11
May
10

sciencing the frozen margarita

Duke University Press’ blog post about Gabriela Soto Laveaga’s Jungle Laboratories says that the book “challenges us to reconsider who can produce science.”

In a much lighter vein, I was reminded of that challenge this morning while reading Robb Walsh‘s recounting, in The Tex-Mex Cookbook, of Mariano Martinez’s invention of the frozen margarita machine. In 1971, Martinez relayed his diners’ complaints about his restaurant’s inconsistent margaritas to his bartender. The bartender, “sick of squeezing all those limes,” threatened to quit. Martinez found inspiration at a 7-11 the next morning and decided to automate–but he couldn’t get his hands on a Slurpee machine. Instead, he bought a soft-serve ice cream machine and began experimenting–or holding “a lot of tasting parties,” as he put it. The problem was how to get the alcoholic mix to freeze. Adding enough water to cause freezing diluted the drink too much, but adding more sugar… It turns out that “with a high enough brix level (the scientific measurement of sugar content), you can freeze quite a bit of alcohol.”

Mexican campesinos can certainly produce science, and so can tipsy Tex-Mex restaurateurs.
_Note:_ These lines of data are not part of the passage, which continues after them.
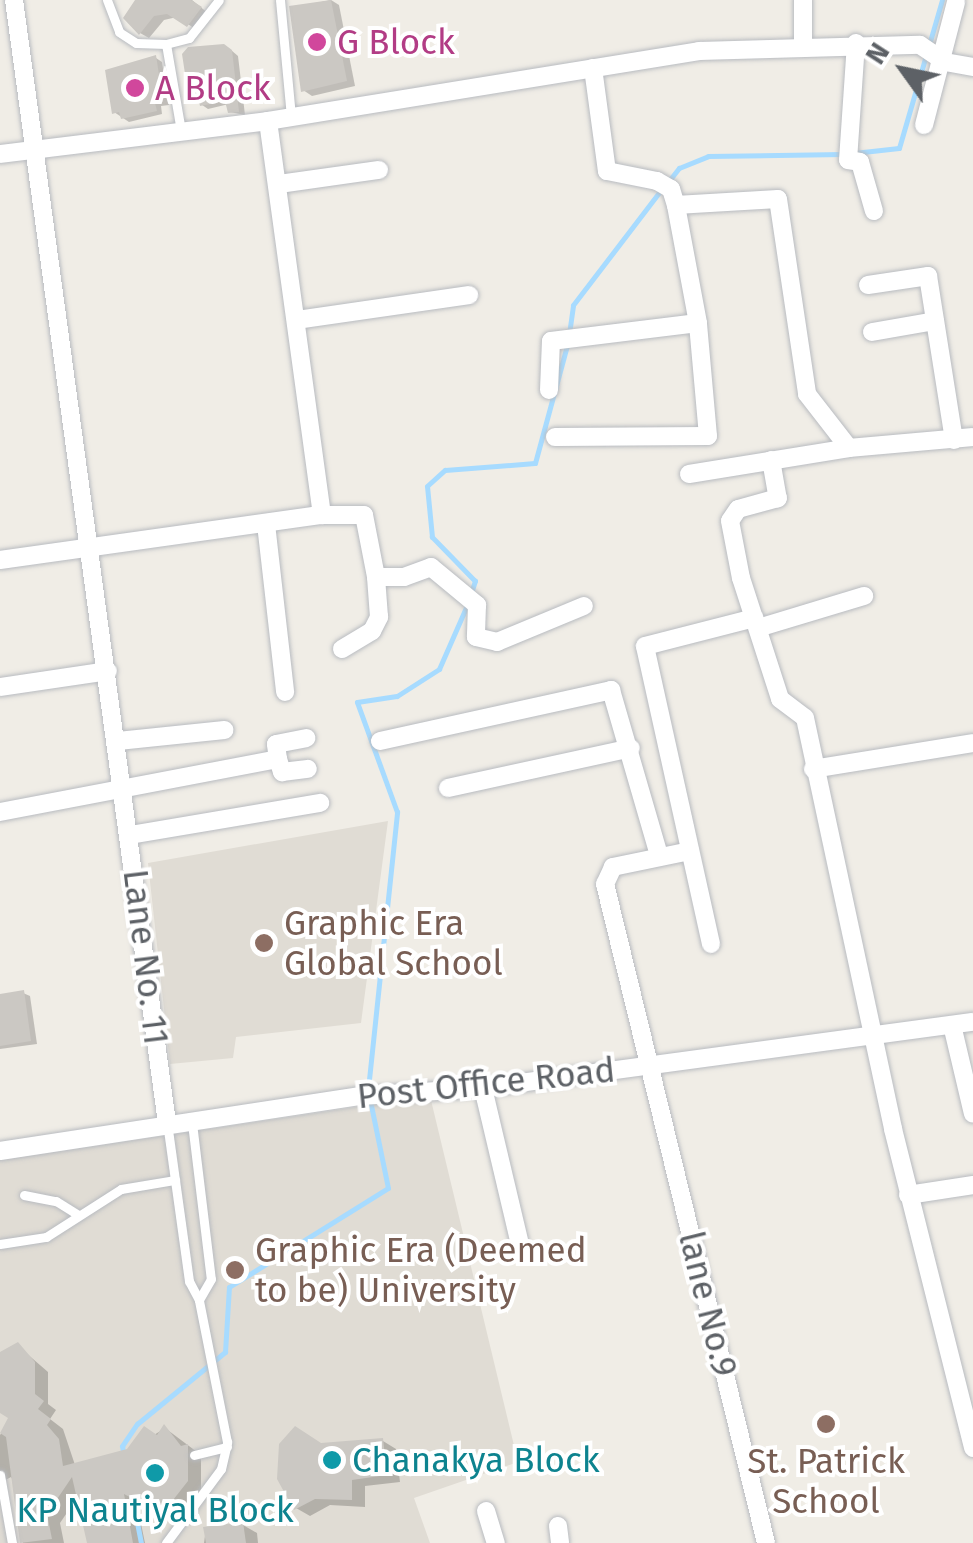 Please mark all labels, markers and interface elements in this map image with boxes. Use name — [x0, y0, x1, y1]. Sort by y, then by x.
north arrow — [853, 20, 953, 120]
place label: G Block — [337, 21, 455, 63]
marker: G Block — [306, 31, 328, 53]
text: N — [859, 37, 896, 70]
place label: A Block — [155, 67, 271, 109]
marker: A Block — [124, 77, 146, 99]
street label: Lane No. 11 — [114, 867, 178, 1047]
place label: Graphic Era Global School — [284, 902, 503, 984]
marker: Graphic Era Global School — [253, 932, 275, 954]
street label: Post Office Road — [355, 1049, 617, 1117]
street label: lane No.9 — [670, 1227, 746, 1381]
place label: Graphic Era (Deemed to be) University — [255, 1229, 587, 1311]
marker: Graphic Era (Deemed to be) University — [224, 1259, 246, 1281]
marker: St. Patrick School — [815, 1413, 837, 1435]
place label: Chanakya Block — [352, 1439, 600, 1481]
place label: St. Patrick School — [747, 1440, 905, 1522]
marker: Chanakya Block — [321, 1449, 343, 1471]
marker: KP Nautiyal Block — [144, 1462, 166, 1484]
place label: KP Nautiyal Block — [16, 1489, 294, 1531] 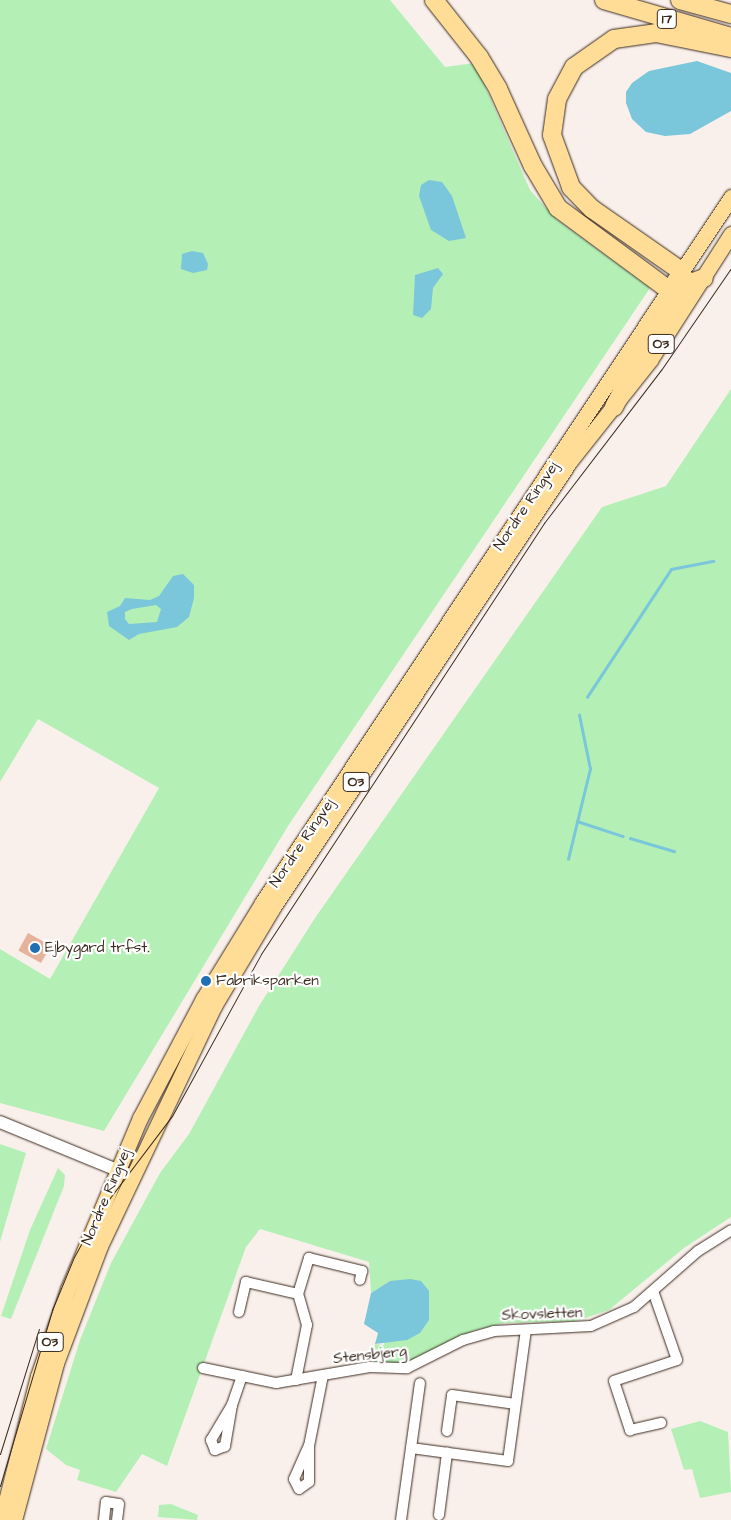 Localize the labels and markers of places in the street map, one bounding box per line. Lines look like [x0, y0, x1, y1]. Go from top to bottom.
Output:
place label: Ejbygård trfst. [45, 939, 149, 957]
marker: Ejbygård trfst. [29, 942, 41, 954]
place label: Fabriksparken [216, 972, 319, 990]
marker: Fabriksparken [200, 975, 212, 987]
Martinez never patented or trademarked his method, but his first margarita machine does have a place in the National Museum of American History.


In more serious news, US federal courts have been voiding clauses of BP’s exploitative clean-up contracts with Gulf fishermen left and right, preserving the fishermen’s rights to sue BP for damages from the Deepwater Horizon disaster and to talk freely about the situation, even if they do accept clean-up work from BP.